A GPU's 16 lanes of PCIe 3.0 provide almost 16 GB/s of bandwidth. An M.2 SSD (used in this card) is at best 4 GB/s (PCIe 3.0 x4 lanes). This card has two M.2 slots.
Even at those speeds, accessing data from system RAM is faster. (depends on specifics, but system RAM is easily 40+ GB/s) How does increasing data bandwidth 50% increase performance by 4? Are inefficiencies (and latencies) really eating up all that?
> "let's stream data in and out and not interrupt whatever the GPU is doing"

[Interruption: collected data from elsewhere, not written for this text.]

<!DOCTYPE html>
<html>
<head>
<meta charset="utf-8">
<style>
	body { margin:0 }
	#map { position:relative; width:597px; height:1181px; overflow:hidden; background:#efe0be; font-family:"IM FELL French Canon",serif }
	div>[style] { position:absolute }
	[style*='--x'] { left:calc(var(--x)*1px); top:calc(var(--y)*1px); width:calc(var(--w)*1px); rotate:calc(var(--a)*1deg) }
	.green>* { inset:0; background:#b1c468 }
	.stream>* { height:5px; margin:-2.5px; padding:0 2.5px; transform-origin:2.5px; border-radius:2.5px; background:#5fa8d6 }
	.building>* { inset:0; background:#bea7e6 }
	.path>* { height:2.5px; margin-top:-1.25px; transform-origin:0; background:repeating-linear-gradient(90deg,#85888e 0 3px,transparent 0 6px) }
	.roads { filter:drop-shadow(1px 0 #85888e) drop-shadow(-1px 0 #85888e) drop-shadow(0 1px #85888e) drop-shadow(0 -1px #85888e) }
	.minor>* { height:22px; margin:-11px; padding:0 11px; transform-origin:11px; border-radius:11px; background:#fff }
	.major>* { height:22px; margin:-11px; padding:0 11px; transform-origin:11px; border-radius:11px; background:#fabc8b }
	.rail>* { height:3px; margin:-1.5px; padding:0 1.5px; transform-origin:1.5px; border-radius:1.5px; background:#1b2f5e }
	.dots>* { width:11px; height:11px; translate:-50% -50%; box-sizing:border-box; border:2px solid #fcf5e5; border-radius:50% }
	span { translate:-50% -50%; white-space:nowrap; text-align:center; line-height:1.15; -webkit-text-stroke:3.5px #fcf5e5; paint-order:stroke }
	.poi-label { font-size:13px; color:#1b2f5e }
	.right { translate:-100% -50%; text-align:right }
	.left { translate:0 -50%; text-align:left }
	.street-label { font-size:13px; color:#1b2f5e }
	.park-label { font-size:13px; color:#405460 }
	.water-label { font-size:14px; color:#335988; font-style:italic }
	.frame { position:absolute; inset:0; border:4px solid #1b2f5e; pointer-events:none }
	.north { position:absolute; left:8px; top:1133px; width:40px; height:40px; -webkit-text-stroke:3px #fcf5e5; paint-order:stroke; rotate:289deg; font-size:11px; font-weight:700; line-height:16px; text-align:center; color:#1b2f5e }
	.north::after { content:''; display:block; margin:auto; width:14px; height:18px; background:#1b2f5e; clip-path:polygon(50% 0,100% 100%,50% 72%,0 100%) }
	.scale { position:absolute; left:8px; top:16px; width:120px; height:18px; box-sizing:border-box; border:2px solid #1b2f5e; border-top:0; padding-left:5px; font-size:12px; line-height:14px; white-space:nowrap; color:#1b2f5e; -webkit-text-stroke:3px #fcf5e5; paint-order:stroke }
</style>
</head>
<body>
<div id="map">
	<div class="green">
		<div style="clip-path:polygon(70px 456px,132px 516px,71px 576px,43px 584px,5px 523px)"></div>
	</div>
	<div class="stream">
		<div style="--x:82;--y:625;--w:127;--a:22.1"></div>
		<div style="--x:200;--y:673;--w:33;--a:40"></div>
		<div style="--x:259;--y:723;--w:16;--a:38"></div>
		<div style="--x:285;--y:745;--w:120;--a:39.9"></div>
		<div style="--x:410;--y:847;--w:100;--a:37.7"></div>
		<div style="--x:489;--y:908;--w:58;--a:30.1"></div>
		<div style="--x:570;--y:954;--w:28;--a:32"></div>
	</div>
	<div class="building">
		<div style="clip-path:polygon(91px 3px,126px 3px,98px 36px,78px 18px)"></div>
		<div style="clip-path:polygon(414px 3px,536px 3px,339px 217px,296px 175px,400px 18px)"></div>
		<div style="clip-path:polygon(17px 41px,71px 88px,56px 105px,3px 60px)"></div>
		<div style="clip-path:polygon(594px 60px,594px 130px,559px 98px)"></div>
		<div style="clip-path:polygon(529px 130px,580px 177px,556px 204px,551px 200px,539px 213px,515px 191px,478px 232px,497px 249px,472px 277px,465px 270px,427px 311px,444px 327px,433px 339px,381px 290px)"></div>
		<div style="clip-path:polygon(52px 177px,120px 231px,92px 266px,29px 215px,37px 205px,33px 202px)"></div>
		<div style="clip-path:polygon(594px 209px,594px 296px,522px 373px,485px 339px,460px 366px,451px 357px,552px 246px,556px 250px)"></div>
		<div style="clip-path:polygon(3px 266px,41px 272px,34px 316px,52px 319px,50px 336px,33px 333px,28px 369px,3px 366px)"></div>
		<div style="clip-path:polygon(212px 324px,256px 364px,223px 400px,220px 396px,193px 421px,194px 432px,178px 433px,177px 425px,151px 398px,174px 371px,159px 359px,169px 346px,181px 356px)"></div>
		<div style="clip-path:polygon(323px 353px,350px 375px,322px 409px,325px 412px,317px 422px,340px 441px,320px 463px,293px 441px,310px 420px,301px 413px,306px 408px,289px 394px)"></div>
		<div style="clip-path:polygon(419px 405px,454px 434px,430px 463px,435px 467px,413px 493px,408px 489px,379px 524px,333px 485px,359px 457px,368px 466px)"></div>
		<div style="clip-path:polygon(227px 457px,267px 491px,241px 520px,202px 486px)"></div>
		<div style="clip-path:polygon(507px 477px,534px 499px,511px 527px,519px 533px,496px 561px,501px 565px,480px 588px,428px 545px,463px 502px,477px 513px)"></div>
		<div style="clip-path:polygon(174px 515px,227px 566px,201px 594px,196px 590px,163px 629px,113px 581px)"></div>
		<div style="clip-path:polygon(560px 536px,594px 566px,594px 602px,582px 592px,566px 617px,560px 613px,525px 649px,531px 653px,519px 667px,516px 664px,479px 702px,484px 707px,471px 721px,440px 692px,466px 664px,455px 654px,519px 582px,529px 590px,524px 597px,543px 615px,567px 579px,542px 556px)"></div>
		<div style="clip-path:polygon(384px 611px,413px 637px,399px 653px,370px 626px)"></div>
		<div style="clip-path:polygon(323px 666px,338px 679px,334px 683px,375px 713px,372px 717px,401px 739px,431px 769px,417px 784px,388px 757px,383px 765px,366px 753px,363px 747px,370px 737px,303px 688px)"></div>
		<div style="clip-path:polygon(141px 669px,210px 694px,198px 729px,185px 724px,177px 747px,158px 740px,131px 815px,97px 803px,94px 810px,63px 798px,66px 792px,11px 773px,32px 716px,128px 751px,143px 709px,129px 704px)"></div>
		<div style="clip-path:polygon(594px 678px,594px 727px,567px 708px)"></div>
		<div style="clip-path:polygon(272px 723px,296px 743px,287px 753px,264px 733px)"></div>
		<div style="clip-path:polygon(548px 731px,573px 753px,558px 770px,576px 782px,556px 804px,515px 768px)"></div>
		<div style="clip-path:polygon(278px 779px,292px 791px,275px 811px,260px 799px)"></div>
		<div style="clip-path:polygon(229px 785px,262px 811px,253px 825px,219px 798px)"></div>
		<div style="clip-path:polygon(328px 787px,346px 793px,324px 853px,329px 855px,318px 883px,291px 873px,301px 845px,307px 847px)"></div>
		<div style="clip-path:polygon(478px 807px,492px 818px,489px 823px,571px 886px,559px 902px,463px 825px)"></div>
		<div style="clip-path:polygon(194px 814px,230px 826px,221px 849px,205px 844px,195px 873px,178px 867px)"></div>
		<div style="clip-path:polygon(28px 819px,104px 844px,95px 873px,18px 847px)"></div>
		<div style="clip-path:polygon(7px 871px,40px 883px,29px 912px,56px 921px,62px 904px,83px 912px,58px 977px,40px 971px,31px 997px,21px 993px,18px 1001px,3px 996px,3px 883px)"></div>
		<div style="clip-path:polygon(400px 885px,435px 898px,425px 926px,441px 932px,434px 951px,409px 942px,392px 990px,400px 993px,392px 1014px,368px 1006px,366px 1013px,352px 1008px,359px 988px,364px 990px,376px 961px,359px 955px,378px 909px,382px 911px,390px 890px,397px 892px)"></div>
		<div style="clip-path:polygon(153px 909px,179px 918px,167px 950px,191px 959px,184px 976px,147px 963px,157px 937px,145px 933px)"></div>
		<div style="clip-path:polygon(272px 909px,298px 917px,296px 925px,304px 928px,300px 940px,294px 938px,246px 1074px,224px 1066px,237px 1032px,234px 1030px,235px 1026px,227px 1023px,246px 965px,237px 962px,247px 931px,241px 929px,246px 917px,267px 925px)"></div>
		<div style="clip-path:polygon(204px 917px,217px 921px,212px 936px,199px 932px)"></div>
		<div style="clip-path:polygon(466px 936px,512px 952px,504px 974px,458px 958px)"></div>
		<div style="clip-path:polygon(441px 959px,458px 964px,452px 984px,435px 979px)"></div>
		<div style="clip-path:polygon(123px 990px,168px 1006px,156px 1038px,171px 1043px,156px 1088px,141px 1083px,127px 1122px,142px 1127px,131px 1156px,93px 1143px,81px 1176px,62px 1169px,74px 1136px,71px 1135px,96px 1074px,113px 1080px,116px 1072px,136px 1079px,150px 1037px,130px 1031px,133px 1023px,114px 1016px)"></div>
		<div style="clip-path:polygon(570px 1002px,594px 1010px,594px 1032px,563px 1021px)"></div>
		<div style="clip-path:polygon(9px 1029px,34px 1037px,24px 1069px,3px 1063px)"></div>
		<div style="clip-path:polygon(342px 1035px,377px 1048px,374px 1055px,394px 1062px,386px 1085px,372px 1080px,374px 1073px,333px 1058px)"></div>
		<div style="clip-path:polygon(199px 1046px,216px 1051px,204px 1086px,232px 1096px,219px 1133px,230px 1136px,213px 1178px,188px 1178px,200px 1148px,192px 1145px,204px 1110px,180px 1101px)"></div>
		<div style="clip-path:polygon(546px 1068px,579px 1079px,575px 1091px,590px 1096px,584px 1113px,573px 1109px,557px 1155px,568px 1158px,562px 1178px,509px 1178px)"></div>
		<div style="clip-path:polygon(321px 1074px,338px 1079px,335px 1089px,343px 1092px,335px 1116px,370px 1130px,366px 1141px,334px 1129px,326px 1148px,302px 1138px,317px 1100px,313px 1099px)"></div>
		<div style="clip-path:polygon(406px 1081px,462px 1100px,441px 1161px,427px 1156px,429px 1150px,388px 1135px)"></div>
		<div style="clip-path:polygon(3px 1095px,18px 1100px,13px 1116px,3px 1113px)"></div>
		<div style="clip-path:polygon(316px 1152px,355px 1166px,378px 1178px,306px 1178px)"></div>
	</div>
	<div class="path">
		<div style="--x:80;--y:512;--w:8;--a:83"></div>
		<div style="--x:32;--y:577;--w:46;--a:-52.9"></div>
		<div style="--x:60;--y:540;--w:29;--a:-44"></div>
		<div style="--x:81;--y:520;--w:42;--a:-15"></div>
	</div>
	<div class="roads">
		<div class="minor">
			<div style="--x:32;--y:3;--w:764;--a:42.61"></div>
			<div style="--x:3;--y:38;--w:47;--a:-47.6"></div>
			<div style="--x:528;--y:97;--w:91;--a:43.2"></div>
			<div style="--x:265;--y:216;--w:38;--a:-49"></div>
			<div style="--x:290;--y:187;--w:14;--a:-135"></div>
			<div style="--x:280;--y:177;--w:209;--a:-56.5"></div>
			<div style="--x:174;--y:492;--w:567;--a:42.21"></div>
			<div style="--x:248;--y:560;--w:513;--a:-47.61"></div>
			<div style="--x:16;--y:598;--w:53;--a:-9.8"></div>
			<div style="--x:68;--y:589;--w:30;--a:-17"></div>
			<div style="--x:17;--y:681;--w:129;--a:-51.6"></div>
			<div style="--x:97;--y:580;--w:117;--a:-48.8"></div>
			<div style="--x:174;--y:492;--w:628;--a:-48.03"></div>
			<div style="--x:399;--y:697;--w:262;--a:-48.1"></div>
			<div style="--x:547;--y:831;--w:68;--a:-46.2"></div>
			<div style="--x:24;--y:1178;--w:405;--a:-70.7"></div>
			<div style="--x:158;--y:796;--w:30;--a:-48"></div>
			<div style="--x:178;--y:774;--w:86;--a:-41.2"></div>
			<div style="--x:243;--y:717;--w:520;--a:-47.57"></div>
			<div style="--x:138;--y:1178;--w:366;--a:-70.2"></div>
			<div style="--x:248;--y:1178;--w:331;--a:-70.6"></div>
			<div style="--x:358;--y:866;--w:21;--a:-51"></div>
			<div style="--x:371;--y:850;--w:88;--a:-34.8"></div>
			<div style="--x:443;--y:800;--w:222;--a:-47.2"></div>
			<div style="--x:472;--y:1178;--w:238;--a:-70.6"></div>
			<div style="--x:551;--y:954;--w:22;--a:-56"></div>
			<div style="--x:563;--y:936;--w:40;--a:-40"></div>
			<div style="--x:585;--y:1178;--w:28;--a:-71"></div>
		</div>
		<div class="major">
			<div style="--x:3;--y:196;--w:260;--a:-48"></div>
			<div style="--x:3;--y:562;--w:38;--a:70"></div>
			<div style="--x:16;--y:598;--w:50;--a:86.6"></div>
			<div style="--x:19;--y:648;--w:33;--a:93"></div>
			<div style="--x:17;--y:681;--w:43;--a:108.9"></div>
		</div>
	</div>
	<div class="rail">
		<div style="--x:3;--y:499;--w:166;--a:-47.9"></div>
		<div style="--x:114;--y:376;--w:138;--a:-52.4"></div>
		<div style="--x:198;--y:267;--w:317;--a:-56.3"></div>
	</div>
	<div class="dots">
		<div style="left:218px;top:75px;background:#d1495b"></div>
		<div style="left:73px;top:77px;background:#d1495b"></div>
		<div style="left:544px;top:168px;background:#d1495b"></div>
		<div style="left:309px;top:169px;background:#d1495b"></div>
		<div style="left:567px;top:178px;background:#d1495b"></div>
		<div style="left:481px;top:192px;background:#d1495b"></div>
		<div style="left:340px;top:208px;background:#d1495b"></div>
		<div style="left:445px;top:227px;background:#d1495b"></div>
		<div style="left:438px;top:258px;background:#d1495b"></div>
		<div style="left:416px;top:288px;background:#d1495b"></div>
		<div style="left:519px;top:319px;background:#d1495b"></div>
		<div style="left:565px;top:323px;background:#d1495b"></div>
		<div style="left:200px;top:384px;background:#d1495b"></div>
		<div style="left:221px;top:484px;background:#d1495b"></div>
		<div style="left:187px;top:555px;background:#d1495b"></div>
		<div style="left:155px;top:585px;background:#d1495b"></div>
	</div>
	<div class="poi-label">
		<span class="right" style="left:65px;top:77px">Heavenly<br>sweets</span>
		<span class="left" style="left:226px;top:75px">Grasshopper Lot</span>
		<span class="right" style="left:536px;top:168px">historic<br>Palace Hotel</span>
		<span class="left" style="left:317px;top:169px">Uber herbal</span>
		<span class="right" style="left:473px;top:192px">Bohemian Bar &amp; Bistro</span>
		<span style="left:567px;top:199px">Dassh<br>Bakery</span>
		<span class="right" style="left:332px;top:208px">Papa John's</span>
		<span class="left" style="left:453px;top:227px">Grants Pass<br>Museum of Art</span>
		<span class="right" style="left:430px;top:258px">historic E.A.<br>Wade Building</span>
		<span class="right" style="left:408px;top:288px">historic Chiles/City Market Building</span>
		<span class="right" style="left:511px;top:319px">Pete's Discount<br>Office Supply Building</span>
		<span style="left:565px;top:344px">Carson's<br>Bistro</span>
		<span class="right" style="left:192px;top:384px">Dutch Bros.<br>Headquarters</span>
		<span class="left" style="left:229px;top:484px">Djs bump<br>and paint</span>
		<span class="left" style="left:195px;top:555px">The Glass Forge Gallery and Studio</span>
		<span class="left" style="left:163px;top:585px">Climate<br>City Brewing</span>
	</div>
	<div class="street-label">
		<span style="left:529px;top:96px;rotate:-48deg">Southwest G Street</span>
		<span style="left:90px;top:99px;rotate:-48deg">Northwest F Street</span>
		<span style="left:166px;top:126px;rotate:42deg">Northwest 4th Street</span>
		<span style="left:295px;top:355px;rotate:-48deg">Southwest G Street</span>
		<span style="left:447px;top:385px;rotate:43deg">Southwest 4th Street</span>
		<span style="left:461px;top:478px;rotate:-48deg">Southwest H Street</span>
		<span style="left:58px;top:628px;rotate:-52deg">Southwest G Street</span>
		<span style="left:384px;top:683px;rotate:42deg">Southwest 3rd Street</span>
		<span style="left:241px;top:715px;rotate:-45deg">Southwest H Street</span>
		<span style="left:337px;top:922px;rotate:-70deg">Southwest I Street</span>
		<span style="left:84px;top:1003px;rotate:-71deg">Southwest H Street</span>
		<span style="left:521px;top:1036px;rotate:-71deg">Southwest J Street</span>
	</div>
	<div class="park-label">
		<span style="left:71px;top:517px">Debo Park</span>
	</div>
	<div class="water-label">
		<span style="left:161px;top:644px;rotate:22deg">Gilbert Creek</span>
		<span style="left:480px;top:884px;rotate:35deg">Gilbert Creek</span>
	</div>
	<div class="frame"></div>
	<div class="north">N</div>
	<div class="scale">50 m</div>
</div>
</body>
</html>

You're quoting this but I'm not sure I understand what problem you're referencing. Streaming data to the GPU isn't a problem of interrupting it. GPUs use memory fences, atomics, and other things you might find in CPU land. Why are we in trouble if the demo was true? For every type of hardware, I can come up with a rendering algorithm and data set that makes it look better than similar hardware in a different configuration. If you have more memory bandwidth, you should be using it accordingly.
Instead of fixing bus that's too slow for SSD (really too slow?) they're made that hack with duct tape. And it surely has proprietary API and direct addressing (no filesystem) like in 50s.
Then they'll integrate ethernet into video card for high speed traders (also can be marketed as lower latency for gaming). But why not to integrate whole PC into it? With gaming console-style OS on it.
Does it only bug me that with the addition of cold storage on the card, GPUs scream of poor design?
If I was rewriting the same-ish REST helper on every micro-service of a project, I would immediately think of refactoring and yet GPUs now have CPU/RAM/Disk.
Is the future GPU-only or are we in dire need of a better way to use existing PC components from GPUs?
I don't understand. What does hardware design have to do with refactoring, usually a software term? The addition of the SSD is motivated by basic physics, which creates the need for computational units and storage units to be close together. (The alternative would be a non-von Neumann model without this compute-storage distinction, but that's not so easy.)
Lots of high end components has onboard RAM and flash. Big SAS cards have flash to store state in case of a power outage, there are realtime ethernet cards that control the entire ip stack themselves, etc. When you're working with huge datasets, it just makes sense to have data locality.
With UHD and higher monitors coming down the pipeline, something like this could be a game changer for even gaming graphics... right now, the GTX 1080 can't consistently hit 60fps in newer games at 4K. Something like this could improve this a bit. Even the technique in adding say 64-128GB of secondary storage soldered onto the graphics board could be significant.
The struggle comes in reading the data from storage, where several minutes can be spent loading in a single high resolution raster for analysis/display. When I built my own PC this year, I splurged on an M.2 SSD for the OS and my main data store. Best decision I ever made for my workflow - huge 3D scenes that formerly took minutes to load on a spinning platter now pop up in seconds.
This thing would probably be the bees knees for what I do. Shame it starts at $10k (and that it's AMD so no CUDA, so no way to justify it at work for "data science" :-/).